**What you should do:** Return all lines of the data in which the string "roads" occurs.

**Exercise materials:**
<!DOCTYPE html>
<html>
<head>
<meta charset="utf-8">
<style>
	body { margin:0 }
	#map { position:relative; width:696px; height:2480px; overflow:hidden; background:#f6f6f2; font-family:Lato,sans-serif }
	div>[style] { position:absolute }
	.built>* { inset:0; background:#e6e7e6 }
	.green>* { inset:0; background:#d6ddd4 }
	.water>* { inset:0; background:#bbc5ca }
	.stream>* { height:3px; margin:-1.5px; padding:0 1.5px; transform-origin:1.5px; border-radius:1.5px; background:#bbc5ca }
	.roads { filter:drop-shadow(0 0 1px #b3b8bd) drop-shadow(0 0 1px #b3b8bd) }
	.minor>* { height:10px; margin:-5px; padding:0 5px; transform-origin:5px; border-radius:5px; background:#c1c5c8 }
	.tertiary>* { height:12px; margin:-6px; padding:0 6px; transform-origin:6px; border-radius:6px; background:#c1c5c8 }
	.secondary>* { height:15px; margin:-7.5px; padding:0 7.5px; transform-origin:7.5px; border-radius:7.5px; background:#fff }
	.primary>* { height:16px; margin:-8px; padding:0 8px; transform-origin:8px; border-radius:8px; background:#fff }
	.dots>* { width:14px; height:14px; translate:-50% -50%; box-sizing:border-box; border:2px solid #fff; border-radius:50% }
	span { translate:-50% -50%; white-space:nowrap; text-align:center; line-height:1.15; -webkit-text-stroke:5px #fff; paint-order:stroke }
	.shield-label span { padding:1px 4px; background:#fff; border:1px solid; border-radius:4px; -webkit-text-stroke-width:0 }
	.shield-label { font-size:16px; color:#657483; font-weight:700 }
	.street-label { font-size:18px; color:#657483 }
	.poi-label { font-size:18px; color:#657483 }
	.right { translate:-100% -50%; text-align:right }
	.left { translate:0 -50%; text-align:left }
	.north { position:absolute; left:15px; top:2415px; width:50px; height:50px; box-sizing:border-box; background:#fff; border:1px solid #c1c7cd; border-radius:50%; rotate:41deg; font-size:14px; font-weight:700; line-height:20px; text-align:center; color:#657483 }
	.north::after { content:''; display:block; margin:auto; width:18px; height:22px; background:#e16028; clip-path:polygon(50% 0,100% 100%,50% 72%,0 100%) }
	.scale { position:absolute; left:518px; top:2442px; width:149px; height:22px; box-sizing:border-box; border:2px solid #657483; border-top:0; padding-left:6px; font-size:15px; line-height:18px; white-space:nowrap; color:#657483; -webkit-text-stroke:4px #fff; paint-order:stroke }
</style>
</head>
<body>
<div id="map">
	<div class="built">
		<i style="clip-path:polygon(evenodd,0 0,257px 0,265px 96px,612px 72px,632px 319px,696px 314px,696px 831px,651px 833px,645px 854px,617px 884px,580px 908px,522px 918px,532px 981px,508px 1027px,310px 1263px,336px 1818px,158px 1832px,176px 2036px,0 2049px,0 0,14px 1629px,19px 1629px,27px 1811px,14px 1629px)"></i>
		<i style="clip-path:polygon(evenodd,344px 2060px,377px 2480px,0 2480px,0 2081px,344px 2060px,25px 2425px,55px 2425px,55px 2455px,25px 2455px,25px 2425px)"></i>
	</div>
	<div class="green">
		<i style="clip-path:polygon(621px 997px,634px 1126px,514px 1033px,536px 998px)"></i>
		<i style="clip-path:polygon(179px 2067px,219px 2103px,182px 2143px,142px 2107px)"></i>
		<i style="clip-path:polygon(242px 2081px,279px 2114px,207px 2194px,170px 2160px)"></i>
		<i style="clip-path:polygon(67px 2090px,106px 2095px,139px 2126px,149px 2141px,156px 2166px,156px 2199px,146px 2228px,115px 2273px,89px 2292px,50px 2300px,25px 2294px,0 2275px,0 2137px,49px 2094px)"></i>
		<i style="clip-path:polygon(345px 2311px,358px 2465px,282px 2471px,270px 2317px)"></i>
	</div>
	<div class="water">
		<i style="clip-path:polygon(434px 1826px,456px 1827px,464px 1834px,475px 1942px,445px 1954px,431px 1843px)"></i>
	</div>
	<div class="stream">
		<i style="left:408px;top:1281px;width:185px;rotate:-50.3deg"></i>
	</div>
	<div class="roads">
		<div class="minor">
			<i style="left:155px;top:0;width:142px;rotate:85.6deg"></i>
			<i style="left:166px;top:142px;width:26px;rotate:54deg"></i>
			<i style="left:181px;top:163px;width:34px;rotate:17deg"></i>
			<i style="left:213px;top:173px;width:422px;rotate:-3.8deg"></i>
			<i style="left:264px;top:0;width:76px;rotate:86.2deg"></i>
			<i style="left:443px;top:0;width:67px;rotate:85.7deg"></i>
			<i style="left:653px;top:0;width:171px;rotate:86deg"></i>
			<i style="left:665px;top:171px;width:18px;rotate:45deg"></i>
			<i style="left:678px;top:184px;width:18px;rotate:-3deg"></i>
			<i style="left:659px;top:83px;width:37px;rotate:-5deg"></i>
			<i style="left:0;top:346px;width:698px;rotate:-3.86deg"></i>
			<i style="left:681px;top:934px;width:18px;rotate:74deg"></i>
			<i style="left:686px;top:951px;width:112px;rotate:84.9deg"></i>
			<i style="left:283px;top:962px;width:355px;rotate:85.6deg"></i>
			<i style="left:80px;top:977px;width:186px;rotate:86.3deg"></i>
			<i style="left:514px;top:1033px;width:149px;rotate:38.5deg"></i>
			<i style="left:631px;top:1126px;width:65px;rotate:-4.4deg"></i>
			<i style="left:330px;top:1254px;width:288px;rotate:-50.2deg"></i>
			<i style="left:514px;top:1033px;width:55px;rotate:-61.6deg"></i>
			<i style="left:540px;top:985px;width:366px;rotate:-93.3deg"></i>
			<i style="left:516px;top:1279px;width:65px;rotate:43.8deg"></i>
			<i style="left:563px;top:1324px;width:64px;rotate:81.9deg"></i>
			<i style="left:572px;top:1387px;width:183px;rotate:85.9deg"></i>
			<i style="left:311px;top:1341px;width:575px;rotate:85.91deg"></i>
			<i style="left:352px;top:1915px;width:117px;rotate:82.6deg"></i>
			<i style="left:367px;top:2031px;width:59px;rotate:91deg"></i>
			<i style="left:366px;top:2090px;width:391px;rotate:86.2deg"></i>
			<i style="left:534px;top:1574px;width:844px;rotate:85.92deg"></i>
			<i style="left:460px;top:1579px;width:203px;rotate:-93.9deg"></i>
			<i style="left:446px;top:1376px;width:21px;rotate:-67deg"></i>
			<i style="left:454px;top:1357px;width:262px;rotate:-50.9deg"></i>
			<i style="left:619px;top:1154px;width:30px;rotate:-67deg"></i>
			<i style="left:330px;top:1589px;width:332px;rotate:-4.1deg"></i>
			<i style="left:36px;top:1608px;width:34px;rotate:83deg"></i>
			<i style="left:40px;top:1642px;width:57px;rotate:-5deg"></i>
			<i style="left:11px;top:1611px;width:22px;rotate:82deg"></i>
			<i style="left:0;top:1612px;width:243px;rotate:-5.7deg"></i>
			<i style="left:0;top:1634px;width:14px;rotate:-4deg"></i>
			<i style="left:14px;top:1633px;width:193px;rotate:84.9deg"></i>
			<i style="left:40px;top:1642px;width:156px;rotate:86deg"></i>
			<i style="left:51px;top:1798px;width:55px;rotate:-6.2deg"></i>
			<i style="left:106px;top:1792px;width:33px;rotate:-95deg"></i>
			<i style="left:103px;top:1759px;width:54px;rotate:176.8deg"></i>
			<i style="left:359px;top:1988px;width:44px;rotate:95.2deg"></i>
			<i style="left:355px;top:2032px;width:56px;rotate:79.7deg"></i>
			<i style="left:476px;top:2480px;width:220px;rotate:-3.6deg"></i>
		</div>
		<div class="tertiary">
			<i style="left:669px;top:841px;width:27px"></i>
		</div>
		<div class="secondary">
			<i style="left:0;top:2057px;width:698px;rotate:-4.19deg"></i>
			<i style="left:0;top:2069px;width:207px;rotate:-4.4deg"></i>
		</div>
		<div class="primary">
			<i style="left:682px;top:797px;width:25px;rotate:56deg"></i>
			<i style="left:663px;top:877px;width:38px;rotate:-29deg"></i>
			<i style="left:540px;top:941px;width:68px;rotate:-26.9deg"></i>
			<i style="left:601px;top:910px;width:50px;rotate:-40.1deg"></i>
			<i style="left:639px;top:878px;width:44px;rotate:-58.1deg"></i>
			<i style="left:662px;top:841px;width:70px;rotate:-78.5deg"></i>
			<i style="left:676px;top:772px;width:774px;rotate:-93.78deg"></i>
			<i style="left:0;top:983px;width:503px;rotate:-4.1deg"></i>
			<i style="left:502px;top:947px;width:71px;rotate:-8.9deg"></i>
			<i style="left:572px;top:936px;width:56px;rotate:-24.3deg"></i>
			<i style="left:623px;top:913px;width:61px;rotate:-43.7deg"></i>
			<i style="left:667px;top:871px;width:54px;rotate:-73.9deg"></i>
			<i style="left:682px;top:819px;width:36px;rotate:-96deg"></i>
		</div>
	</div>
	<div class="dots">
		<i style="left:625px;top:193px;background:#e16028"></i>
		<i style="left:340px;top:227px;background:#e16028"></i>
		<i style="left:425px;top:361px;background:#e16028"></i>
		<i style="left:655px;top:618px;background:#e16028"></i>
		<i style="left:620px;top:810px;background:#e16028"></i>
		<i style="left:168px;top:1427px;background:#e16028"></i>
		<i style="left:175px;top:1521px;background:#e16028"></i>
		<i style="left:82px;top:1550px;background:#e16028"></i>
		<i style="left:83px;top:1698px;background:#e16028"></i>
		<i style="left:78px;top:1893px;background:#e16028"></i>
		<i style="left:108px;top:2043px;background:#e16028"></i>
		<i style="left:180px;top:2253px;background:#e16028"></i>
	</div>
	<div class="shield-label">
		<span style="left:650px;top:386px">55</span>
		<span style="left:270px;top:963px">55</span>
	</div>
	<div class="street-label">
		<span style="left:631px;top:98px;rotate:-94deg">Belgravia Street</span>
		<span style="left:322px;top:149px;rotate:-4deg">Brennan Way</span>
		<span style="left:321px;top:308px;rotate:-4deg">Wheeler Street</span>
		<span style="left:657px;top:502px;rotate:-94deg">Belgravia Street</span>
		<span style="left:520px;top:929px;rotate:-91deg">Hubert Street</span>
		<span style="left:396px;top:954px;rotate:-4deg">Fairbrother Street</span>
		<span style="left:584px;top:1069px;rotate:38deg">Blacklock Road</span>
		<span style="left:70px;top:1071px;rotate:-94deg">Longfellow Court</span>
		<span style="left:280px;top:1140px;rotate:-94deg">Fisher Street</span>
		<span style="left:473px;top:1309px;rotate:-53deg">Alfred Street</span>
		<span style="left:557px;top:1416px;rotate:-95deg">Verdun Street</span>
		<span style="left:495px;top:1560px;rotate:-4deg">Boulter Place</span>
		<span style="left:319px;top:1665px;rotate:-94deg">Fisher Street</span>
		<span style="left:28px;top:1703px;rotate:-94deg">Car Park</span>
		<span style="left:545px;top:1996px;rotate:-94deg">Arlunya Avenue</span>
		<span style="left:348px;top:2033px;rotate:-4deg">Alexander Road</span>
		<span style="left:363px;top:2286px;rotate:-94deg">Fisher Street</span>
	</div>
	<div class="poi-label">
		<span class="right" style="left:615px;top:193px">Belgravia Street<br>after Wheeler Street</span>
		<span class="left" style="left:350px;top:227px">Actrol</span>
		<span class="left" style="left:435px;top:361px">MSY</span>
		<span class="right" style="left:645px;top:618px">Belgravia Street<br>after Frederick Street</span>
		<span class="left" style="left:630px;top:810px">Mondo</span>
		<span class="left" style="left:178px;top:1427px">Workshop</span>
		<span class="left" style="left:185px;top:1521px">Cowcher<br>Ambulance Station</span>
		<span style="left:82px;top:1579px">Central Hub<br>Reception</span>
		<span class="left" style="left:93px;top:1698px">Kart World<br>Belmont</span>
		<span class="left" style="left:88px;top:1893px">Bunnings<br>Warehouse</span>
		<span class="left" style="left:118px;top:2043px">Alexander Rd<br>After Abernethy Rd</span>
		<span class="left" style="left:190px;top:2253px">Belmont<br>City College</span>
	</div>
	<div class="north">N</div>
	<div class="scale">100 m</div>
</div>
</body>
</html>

**Written reply:**
	.roads { filter:drop-shadow(0 0 1px #b3b8bd) drop-shadow(0 0 1px #b3b8bd) }
	<div class="roads">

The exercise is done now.